*** Block opens ***
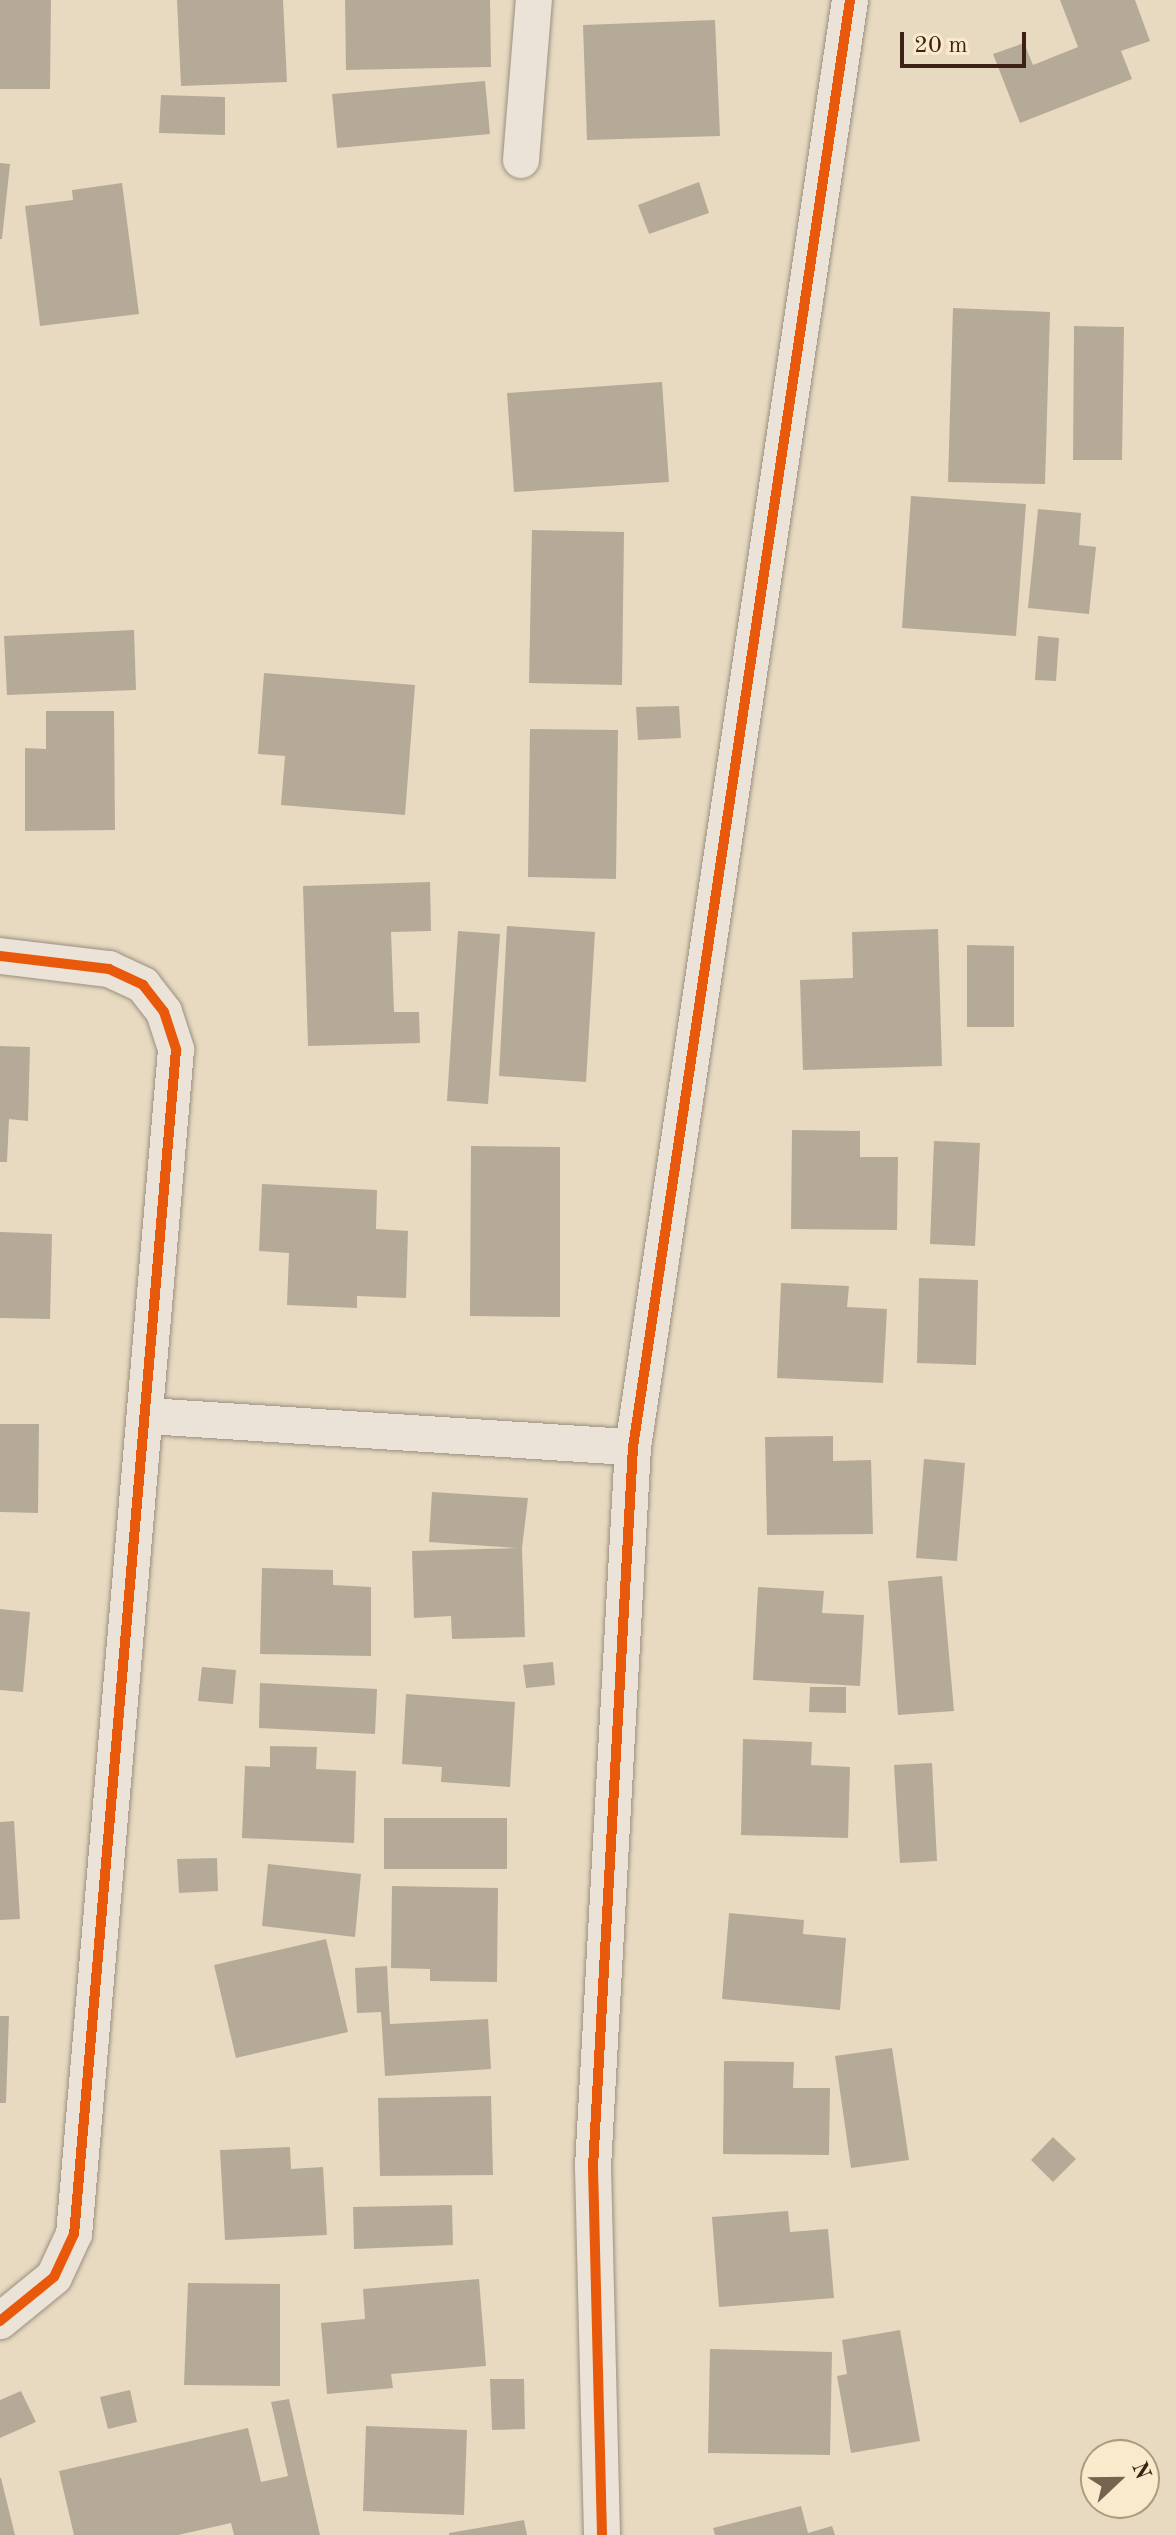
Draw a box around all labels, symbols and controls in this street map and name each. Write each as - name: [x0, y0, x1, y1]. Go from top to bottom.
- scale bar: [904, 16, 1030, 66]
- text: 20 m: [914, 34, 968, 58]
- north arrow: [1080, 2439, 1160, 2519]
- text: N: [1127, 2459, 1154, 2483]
*** Block closes ***
EXERCISE ▸ Would you return the whole listing exactly, without the pictures?

OUTPUT BELOW ▸
Draw a box around all labels, symbols and controls in this street map and name each. Write each as - name: [x0, y0, x1, y1]. Go from top to bottom.
- scale bar: [904, 16, 1030, 66]
- text: 20 m: [914, 34, 968, 58]
- north arrow: [1080, 2439, 1160, 2519]
- text: N: [1127, 2459, 1154, 2483]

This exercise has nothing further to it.